Union Bank of India’s net profit rose 106.8 per cent year-on-year (YoY) to Rs 2,245 crore in the quarter-ended December (Q3 FY23) on the back of improved net interest margin (NIM).
The Mumbai-based public sector lender made a net profit of Rs 1,085 crore in Q3 of FY22. Net profit was higher in Q3 FY23 compared to Q2 FY23 when it was Rs 1,848 crore.
The bank’s stock was trading 0.37 per cent higher at Rs 81.9 per share on the BSE on Friday. Total capital adequacy ratio (CAR) stood at 14.45 per cent in December 2022. The bank is considering Qualified Institutional Placement (QIP) for raising equity capital of about Rs 3,800 crore in the current quarter ending March 2023, subject to market conditions. This could reduce the government’s stake in Union Bank to 79 per cent, said A Manimekhalai, the lender’s managing director and chief executive officer (CEO).
Union Bank's net interest income (NII) was up 20.26 per cent YoY in Q3 to Rs 8,628 crore. Sequentially, NII rose from Rs 8,305 crore in Q2Fy23.
NIM improved to 3.21 per cent in Q3 from 3.0 per cent in Q3 FY22. Sequentially, NIM rose from 3.15 per cent in Q2Fy23. Bank expects to maintain guidance of 3 per cent for Fy23, said Manimekhalai.

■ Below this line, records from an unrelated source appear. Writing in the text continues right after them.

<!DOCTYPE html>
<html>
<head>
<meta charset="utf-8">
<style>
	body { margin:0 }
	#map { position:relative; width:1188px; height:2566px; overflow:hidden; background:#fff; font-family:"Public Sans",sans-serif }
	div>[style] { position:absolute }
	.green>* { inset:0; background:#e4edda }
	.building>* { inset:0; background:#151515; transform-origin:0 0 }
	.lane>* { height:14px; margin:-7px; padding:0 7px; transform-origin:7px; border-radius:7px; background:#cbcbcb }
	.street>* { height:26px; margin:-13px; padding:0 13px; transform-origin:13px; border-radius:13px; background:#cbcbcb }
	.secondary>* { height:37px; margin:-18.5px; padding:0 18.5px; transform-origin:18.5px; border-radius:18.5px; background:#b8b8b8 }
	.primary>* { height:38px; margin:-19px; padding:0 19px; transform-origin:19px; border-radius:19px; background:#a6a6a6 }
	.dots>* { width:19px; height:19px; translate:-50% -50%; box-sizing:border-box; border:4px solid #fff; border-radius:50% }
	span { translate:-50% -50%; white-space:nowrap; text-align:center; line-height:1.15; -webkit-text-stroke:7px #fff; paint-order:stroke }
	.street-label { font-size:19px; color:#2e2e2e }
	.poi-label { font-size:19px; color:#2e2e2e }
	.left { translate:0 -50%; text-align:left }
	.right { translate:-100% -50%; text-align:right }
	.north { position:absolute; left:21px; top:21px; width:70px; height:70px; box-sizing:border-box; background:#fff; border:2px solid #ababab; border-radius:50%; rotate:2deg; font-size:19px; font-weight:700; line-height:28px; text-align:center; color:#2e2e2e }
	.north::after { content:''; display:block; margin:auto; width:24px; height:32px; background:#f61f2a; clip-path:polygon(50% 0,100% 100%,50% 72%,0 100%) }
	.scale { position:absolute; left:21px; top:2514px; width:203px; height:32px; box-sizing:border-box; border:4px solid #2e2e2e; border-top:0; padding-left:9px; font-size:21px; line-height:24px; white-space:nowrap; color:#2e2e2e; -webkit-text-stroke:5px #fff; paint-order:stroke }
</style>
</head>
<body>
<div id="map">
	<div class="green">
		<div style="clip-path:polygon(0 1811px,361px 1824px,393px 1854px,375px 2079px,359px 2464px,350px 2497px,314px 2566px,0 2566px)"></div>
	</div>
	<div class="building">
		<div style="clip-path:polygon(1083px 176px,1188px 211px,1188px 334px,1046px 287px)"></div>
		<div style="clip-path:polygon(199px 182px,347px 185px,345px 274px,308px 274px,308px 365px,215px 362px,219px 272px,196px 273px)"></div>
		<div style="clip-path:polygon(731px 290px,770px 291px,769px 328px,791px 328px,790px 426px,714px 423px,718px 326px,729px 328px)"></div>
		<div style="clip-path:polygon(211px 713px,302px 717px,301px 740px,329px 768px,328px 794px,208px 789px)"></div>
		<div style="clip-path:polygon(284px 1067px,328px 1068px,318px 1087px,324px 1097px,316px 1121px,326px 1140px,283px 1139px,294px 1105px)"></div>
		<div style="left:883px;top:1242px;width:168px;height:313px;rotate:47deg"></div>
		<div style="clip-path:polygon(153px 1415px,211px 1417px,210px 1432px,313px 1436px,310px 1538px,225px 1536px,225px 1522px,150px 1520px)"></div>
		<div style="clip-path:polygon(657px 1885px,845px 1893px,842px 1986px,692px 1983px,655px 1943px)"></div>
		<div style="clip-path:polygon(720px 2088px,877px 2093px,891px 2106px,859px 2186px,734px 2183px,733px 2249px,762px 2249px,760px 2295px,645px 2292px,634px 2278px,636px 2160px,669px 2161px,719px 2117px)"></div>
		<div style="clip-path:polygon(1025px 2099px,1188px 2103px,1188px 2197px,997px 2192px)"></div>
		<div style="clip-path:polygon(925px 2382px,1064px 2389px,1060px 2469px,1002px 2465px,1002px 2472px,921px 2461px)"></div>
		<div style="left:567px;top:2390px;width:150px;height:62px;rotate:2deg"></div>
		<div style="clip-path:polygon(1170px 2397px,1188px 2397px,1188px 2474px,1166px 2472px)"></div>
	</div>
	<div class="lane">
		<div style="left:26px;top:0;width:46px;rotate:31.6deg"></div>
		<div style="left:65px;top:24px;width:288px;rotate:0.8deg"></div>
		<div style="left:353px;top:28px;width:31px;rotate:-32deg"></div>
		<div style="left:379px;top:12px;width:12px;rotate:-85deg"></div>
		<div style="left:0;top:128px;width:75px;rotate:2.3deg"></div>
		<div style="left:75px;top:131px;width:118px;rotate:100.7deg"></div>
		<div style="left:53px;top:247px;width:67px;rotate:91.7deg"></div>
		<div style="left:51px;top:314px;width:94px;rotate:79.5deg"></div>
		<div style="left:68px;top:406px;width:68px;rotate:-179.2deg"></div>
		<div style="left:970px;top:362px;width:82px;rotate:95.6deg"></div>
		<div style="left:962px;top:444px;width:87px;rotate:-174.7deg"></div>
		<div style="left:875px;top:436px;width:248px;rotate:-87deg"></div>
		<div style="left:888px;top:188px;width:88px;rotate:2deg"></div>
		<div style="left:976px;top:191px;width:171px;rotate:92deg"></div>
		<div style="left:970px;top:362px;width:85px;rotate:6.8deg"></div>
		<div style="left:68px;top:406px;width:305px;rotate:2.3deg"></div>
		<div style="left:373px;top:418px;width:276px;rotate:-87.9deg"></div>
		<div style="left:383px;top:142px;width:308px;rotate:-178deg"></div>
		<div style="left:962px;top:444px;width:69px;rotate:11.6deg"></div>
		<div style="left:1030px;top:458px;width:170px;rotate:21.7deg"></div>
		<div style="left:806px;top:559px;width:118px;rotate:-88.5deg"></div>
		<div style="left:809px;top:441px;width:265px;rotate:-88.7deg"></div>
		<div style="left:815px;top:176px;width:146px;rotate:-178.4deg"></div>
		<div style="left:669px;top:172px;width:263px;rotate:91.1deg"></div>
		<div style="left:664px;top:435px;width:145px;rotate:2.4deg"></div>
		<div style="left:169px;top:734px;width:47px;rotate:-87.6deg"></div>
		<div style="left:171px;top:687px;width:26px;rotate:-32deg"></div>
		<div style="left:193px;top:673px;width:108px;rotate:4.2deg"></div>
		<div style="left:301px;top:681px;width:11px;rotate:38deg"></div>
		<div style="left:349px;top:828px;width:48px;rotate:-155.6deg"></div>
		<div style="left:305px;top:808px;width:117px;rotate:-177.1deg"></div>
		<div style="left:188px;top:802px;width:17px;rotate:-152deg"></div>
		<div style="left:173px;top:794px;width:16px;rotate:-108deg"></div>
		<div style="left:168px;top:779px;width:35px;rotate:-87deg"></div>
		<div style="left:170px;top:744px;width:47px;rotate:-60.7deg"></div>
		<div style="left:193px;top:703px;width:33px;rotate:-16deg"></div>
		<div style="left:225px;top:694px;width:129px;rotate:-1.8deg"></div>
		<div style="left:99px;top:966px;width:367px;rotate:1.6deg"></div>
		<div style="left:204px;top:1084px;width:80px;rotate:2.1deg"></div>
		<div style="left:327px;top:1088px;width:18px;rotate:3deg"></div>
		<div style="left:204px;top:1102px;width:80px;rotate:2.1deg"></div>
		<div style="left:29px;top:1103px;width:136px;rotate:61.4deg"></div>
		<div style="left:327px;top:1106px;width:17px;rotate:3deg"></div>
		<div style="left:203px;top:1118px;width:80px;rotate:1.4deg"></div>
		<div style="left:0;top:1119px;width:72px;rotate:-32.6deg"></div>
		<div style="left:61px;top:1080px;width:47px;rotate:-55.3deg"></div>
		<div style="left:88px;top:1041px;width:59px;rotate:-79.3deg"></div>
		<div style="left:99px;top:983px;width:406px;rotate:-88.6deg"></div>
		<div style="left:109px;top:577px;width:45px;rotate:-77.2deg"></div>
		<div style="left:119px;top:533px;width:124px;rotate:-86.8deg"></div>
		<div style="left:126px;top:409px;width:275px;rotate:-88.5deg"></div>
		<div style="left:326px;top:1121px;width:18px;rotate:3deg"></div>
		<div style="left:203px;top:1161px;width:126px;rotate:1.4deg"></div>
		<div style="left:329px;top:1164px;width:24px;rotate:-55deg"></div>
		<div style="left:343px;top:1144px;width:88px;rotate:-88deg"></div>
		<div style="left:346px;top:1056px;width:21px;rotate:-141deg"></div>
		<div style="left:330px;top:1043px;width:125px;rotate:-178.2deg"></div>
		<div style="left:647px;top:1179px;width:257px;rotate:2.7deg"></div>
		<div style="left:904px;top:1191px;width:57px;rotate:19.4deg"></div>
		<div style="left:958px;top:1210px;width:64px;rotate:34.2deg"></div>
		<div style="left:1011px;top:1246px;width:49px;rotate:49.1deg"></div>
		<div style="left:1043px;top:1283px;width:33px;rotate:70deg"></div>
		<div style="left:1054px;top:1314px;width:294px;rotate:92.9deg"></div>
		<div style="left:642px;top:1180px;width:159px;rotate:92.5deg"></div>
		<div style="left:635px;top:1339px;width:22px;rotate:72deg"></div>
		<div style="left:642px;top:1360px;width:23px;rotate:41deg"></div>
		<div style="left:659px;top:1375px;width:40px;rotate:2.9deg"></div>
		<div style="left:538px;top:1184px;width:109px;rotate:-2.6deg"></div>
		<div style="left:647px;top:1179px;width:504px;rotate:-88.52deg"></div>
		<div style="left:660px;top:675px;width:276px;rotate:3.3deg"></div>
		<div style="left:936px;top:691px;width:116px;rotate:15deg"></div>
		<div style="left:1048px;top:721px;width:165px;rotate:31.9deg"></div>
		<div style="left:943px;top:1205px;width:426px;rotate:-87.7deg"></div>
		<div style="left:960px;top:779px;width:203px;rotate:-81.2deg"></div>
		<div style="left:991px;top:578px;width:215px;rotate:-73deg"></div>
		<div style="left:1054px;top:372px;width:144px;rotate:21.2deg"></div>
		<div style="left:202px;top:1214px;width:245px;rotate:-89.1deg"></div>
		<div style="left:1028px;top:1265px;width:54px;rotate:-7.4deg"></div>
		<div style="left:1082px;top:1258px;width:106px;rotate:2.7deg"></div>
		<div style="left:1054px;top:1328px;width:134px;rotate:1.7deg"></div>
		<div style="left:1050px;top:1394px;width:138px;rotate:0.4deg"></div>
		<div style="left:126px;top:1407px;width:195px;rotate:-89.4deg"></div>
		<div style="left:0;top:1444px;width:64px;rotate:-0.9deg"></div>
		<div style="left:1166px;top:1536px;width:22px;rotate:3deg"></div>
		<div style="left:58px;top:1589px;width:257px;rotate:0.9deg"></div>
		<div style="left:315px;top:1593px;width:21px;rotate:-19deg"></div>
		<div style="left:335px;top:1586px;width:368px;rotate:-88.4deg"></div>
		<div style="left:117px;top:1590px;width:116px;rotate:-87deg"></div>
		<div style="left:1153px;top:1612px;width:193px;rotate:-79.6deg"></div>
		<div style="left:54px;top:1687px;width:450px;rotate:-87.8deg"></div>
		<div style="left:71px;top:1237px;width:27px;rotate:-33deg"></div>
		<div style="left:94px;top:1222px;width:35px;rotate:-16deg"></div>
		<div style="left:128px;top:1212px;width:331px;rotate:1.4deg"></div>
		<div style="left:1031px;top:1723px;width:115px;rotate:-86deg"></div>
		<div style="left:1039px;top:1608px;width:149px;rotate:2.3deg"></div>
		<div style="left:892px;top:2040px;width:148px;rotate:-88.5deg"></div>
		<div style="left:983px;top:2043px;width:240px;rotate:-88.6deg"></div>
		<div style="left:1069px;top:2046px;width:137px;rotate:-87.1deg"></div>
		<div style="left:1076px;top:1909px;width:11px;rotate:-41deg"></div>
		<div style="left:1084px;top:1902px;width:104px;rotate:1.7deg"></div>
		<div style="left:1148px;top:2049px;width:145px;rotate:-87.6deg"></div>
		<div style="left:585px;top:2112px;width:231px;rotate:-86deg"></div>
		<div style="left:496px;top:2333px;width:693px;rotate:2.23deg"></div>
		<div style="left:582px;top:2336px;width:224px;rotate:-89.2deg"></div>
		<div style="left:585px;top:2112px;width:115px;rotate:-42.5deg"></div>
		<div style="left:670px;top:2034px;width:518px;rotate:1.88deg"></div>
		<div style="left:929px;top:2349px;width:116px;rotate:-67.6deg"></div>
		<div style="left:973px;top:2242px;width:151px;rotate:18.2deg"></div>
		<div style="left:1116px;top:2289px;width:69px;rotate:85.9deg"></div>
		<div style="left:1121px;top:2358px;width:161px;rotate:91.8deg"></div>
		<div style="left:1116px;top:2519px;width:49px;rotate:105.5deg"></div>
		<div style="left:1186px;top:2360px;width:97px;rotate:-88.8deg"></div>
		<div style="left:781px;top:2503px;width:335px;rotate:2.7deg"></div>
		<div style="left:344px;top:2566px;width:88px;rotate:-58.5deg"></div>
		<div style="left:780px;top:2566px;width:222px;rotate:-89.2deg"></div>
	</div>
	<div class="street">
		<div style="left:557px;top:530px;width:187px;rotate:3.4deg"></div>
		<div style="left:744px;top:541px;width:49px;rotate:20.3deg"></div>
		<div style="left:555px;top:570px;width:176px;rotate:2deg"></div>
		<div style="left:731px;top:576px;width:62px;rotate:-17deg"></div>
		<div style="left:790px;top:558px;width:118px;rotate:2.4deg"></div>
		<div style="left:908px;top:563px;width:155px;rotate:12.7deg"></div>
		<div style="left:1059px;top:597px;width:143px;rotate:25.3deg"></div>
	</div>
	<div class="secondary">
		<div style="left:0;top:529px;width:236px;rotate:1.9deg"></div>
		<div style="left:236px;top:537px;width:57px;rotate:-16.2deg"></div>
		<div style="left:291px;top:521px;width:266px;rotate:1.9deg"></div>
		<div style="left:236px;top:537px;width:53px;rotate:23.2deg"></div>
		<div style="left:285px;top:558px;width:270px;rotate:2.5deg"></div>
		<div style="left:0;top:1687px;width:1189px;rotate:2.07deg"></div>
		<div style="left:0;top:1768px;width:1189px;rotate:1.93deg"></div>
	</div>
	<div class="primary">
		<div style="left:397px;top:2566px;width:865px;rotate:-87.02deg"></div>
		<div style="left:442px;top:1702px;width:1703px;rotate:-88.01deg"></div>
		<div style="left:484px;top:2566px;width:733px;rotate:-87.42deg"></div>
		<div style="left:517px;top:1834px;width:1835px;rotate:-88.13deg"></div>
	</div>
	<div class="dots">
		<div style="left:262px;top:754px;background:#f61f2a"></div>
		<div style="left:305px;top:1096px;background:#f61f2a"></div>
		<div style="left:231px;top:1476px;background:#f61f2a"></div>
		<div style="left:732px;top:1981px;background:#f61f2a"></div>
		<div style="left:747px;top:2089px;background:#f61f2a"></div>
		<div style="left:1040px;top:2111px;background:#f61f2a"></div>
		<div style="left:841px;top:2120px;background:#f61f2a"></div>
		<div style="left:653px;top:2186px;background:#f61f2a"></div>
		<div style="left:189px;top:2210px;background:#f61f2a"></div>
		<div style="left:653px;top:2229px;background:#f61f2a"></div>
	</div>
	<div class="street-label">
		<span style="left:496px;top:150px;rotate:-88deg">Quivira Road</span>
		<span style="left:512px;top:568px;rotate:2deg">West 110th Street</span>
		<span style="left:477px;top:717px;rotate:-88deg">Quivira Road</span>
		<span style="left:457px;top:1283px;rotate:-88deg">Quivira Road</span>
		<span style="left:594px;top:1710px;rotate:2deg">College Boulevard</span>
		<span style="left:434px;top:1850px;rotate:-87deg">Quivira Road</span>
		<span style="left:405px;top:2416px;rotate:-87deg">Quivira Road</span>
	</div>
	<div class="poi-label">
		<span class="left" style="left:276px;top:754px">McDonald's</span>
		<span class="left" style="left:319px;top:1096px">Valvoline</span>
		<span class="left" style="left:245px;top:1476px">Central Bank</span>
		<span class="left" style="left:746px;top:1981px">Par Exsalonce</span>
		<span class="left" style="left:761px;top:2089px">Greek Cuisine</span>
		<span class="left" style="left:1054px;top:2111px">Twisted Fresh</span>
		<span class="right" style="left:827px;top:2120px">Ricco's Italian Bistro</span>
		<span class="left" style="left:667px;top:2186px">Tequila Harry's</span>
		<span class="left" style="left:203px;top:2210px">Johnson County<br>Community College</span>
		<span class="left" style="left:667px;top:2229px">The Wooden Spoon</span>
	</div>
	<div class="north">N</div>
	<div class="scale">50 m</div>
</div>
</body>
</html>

Non-interest income rose 29.58 per cent YoY to Rs 3,271 crore during the quarter under review. Sequentially, it declined marginally from Rs 3,276 crore during the quarter ended September 2022. Treasury income was impacted but there were no mark-to-market losses, she said.
Asset quality improved with gross non-performing assets (GNPAs) at 7.93 per cent in December 2022, compared with 11.62 per cent a year ago. Sequentially, GNPAs were down from 8.45 per cent in September 2022.
Net NPAs dipped to 2.14 per cent from 4.09 per cent a year ago. Sequentially, they improved from 2.64 per cent in July-September 2022.
The bank’s guidance says it aims to reduce Gross NPAs below 9 per cent by March 2023, but the actual level would be much lower.
The provision coverage ratio (PCR) rose to 88.5 per cent for the quarter under review from 82.8 per cent a year ago. Sequentially, it improved from 86.61 per cent in July-September 2022.
On the business expansion front, the bank’s loan book grew by 20.09 per cent YoY to Rs 8.04 trillion for the third quarter ended December 2022.
Deposits grew 13.61 per cent YoY to Rs 10.65 trillion in October-December 2022. The share of low-cost money, current account and savings account (CASA) deposits, declined to 35.3 per cent at end of December 2022 from 36.99 per cent in July-September 2022 and 35.63 per cent a year ago.
The bank has guided for credit growth of 10-12 per cent and deposit of 10 per cent in FY23. While there is gap in growth rates of advances and deposits, it has adequate liquidity like excess bonds portfolio of Rs 50,000 crore which could monetised to support credit demand, Manimekhalai said.